● **Stored data**:
╔══
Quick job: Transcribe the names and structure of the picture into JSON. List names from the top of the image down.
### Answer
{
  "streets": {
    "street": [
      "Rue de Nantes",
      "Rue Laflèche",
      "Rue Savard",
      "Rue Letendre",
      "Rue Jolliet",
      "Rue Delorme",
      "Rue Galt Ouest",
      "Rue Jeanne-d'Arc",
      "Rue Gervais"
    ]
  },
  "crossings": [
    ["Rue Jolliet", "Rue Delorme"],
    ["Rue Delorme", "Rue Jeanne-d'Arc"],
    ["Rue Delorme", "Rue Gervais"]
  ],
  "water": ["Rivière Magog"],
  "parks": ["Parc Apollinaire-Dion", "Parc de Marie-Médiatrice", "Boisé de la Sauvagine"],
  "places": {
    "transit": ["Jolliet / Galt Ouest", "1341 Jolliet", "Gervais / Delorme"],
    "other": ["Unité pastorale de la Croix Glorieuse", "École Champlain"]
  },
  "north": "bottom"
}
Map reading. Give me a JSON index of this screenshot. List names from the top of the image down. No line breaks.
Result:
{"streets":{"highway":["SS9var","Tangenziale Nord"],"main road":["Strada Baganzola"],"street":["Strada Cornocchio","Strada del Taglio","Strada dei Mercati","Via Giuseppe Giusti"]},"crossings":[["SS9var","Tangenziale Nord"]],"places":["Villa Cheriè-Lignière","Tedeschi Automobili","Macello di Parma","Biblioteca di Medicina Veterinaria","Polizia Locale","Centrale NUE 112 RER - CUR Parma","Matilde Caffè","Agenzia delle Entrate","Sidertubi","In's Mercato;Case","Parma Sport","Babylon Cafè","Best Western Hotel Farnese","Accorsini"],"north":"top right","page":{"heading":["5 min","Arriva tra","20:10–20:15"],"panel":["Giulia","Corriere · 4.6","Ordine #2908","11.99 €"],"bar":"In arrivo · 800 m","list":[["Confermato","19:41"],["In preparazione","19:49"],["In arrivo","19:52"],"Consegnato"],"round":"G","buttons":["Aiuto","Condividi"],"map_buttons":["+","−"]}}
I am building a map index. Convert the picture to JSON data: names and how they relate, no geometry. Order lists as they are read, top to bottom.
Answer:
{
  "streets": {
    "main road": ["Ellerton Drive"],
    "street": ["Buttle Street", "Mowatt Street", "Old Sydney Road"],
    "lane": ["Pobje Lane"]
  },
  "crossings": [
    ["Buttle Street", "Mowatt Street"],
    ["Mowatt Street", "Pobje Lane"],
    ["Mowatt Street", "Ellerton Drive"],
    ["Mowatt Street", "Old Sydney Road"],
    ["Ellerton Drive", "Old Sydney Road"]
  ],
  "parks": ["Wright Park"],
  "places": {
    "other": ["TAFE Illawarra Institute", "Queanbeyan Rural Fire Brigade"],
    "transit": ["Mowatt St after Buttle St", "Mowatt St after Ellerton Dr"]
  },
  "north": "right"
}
╚══
Across all the records above, find each line with "from" in it and copy it.

Quick job: Transcribe the names and structure of the picture into JSON. List names from the top of the image down.
Map reading. Give me a JSON index of this screenshot. List names from the top of the image down. No line breaks.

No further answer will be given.